Task brief: Transcribe the listing that follows exactly, from its first line to its last.

Exercise data:
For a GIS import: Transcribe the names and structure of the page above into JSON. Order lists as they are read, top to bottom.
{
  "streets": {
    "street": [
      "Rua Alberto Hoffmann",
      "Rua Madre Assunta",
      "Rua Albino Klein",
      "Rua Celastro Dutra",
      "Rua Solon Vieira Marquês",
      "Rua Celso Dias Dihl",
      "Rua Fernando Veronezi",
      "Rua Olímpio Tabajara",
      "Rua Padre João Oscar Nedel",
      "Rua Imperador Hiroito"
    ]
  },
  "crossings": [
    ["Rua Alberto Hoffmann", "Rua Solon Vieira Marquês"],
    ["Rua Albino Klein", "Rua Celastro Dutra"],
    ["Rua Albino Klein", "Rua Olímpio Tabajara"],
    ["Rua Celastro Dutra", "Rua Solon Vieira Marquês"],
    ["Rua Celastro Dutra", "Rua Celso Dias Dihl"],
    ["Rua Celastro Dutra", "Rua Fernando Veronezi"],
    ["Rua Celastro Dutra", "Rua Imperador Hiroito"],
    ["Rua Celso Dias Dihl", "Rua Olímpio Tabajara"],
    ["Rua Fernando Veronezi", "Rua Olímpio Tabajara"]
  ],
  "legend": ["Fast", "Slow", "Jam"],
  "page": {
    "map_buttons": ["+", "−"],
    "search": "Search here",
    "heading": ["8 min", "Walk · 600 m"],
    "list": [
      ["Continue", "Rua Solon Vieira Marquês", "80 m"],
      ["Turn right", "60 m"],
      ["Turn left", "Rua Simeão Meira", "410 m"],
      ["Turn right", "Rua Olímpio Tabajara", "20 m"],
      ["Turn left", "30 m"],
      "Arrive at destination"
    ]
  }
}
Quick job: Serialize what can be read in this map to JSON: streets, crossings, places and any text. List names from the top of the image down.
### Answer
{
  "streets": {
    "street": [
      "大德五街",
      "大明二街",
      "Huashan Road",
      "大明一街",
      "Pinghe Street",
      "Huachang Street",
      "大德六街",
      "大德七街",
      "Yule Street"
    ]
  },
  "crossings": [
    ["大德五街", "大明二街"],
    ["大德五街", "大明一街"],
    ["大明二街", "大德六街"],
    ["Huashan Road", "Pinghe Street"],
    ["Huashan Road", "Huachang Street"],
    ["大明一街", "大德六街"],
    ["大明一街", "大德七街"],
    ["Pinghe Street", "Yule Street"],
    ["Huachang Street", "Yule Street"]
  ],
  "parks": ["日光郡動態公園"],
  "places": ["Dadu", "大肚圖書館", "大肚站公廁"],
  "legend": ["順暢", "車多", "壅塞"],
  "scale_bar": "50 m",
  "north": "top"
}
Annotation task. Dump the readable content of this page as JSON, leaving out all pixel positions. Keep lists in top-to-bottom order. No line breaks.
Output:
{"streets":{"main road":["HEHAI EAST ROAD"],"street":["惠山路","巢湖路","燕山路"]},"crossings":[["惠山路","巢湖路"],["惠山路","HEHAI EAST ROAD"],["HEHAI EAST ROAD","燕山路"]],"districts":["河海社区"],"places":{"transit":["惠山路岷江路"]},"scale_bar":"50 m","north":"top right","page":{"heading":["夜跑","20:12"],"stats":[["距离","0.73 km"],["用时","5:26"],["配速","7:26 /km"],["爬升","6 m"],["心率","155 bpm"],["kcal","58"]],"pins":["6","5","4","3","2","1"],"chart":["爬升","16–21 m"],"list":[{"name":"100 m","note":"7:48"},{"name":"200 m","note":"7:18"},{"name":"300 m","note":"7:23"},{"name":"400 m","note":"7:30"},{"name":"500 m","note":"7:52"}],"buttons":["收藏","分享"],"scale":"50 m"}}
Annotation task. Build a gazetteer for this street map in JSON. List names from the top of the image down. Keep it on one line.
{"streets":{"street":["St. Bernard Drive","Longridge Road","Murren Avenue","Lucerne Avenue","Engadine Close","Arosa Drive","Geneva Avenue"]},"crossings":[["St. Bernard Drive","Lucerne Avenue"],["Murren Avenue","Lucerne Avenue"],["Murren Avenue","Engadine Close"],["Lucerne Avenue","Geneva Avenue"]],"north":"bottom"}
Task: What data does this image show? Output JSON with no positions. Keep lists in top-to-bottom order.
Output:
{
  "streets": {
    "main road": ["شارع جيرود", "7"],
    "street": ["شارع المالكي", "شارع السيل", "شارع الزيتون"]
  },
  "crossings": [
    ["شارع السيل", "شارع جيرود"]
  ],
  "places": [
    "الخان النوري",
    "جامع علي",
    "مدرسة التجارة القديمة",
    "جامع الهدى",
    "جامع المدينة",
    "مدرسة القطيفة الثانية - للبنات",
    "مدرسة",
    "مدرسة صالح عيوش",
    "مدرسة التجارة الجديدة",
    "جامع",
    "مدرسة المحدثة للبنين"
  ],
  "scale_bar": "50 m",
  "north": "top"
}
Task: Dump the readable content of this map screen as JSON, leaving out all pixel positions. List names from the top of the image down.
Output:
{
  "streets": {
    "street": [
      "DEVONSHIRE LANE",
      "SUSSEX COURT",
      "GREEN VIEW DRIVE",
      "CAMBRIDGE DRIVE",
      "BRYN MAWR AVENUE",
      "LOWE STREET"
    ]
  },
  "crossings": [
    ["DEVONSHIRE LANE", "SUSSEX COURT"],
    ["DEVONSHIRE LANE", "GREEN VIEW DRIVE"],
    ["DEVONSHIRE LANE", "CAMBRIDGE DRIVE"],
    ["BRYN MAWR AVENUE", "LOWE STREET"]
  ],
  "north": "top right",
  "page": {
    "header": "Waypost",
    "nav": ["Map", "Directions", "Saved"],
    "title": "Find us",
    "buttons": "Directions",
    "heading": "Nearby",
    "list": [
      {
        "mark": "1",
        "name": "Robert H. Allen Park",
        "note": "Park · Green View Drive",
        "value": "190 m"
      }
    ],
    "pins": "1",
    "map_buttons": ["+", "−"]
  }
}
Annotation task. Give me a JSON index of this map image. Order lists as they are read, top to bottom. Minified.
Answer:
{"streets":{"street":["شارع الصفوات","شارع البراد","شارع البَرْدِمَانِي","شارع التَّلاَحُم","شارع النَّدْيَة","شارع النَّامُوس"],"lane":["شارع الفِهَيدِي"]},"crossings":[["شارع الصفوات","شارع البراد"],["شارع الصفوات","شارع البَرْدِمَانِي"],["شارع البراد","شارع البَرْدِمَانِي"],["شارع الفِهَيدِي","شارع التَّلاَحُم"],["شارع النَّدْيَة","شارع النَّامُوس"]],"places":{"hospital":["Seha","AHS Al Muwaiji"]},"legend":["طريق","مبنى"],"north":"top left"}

The completed task:
For a GIS import: Transcribe the names and structure of the page above into JSON. Order lists as they are read, top to bottom.
{
  "streets": {
    "street": [
      "Rua Alberto Hoffmann",
      "Rua Madre Assunta",
      "Rua Albino Klein",
      "Rua Celastro Dutra",
      "Rua Solon Vieira Marquês",
      "Rua Celso Dias Dihl",
      "Rua Fernando Veronezi",
      "Rua Olímpio Tabajara",
      "Rua Padre João Oscar Nedel",
      "Rua Imperador Hiroito"
    ]
  },
  "crossings": [
    ["Rua Alberto Hoffmann", "Rua Solon Vieira Marquês"],
    ["Rua Albino Klein", "Rua Celastro Dutra"],
    ["Rua Albino Klein", "Rua Olímpio Tabajara"],
    ["Rua Celastro Dutra", "Rua Solon Vieira Marquês"],
    ["Rua Celastro Dutra", "Rua Celso Dias Dihl"],
    ["Rua Celastro Dutra", "Rua Fernando Veronezi"],
    ["Rua Celastro Dutra", "Rua Imperador Hiroito"],
    ["Rua Celso Dias Dihl", "Rua Olímpio Tabajara"],
    ["Rua Fernando Veronezi", "Rua Olímpio Tabajara"]
  ],
  "legend": ["Fast", "Slow", "Jam"],
  "page": {
    "map_buttons": ["+", "−"],
    "search": "Search here",
    "heading": ["8 min", "Walk · 600 m"],
    "list": [
      ["Continue", "Rua Solon Vieira Marquês", "80 m"],
      ["Turn right", "60 m"],
      ["Turn left", "Rua Simeão Meira", "410 m"],
      ["Turn right", "Rua Olímpio Tabajara", "20 m"],
      ["Turn left", "30 m"],
      "Arrive at destination"
    ]
  }
}
Quick job: Serialize what can be read in this map to JSON: streets, crossings, places and any text. List names from the top of the image down.
### Answer
{
  "streets": {
    "street": [
      "大德五街",
      "大明二街",
      "Huashan Road",
      "大明一街",
      "Pinghe Street",
      "Huachang Street",
      "大德六街",
      "大德七街",
      "Yule Street"
    ]
  },
  "crossings": [
    ["大德五街", "大明二街"],
    ["大德五街", "大明一街"],
    ["大明二街", "大德六街"],
    ["Huashan Road", "Pinghe Street"],
    ["Huashan Road", "Huachang Street"],
    ["大明一街", "大德六街"],
    ["大明一街", "大德七街"],
    ["Pinghe Street", "Yule Street"],
    ["Huachang Street", "Yule Street"]
  ],
  "parks": ["日光郡動態公園"],
  "places": ["Dadu", "大肚圖書館", "大肚站公廁"],
  "legend": ["順暢", "車多", "壅塞"],
  "scale_bar": "50 m",
  "north": "top"
}
Annotation task. Dump the readable content of this page as JSON, leaving out all pixel positions. Keep lists in top-to-bottom order. No line breaks.
Output:
{"streets":{"main road":["HEHAI EAST ROAD"],"street":["惠山路","巢湖路","燕山路"]},"crossings":[["惠山路","巢湖路"],["惠山路","HEHAI EAST ROAD"],["HEHAI EAST ROAD","燕山路"]],"districts":["河海社区"],"places":{"transit":["惠山路岷江路"]},"scale_bar":"50 m","north":"top right","page":{"heading":["夜跑","20:12"],"stats":[["距离","0.73 km"],["用时","5:26"],["配速","7:26 /km"],["爬升","6 m"],["心率","155 bpm"],["kcal","58"]],"pins":["6","5","4","3","2","1"],"chart":["爬升","16–21 m"],"list":[{"name":"100 m","note":"7:48"},{"name":"200 m","note":"7:18"},{"name":"300 m","note":"7:23"},{"name":"400 m","note":"7:30"},{"name":"500 m","note":"7:52"}],"buttons":["收藏","分享"],"scale":"50 m"}}
Annotation task. Build a gazetteer for this street map in JSON. List names from the top of the image down. Keep it on one line.
{"streets":{"street":["St. Bernard Drive","Longridge Road","Murren Avenue","Lucerne Avenue","Engadine Close","Arosa Drive","Geneva Avenue"]},"crossings":[["St. Bernard Drive","Lucerne Avenue"],["Murren Avenue","Lucerne Avenue"],["Murren Avenue","Engadine Close"],["Lucerne Avenue","Geneva Avenue"]],"north":"bottom"}
Task: What data does this image show? Output JSON with no positions. Keep lists in top-to-bottom order.
Output:
{
  "streets": {
    "main road": ["شارع جيرود", "7"],
    "street": ["شارع المالكي", "شارع السيل", "شارع الزيتون"]
  },
  "crossings": [
    ["شارع السيل", "شارع جيرود"]
  ],
  "places": [
    "الخان النوري",
    "جامع علي",
    "مدرسة التجارة القديمة",
    "جامع الهدى",
    "جامع المدينة",
    "مدرسة القطيفة الثانية - للبنات",
    "مدرسة",
    "مدرسة صالح عيوش",
    "مدرسة التجارة الجديدة",
    "جامع",
    "مدرسة المحدثة للبنين"
  ],
  "scale_bar": "50 m",
  "north": "top"
}
Task: Dump the readable content of this map screen as JSON, leaving out all pixel positions. List names from the top of the image down.
Output:
{
  "streets": {
    "street": [
      "DEVONSHIRE LANE",
      "SUSSEX COURT",
      "GREEN VIEW DRIVE",
      "CAMBRIDGE DRIVE",
      "BRYN MAWR AVENUE",
      "LOWE STREET"
    ]
  },
  "crossings": [
    ["DEVONSHIRE LANE", "SUSSEX COURT"],
    ["DEVONSHIRE LANE", "GREEN VIEW DRIVE"],
    ["DEVONSHIRE LANE", "CAMBRIDGE DRIVE"],
    ["BRYN MAWR AVENUE", "LOWE STREET"]
  ],
  "north": "top right",
  "page": {
    "header": "Waypost",
    "nav": ["Map", "Directions", "Saved"],
    "title": "Find us",
    "buttons": "Directions",
    "heading": "Nearby",
    "list": [
      {
        "mark": "1",
        "name": "Robert H. Allen Park",
        "note": "Park · Green View Drive",
        "value": "190 m"
      }
    ],
    "pins": "1",
    "map_buttons": ["+", "−"]
  }
}
Annotation task. Give me a JSON index of this map image. Order lists as they are read, top to bottom. Minified.
Answer:
{"streets":{"street":["شارع الصفوات","شارع البراد","شارع البَرْدِمَانِي","شارع التَّلاَحُم","شارع النَّدْيَة","شارع النَّامُوس"],"lane":["شارع الفِهَيدِي"]},"crossings":[["شارع الصفوات","شارع البراد"],["شارع الصفوات","شارع البَرْدِمَانِي"],["شارع البراد","شارع البَرْدِمَانِي"],["شارع الفِهَيدِي","شارع التَّلاَحُم"],["شارع النَّدْيَة","شارع النَّامُوس"]],"places":{"hospital":["Seha","AHS Al Muwaiji"]},"legend":["طريق","مبنى"],"north":"top left"}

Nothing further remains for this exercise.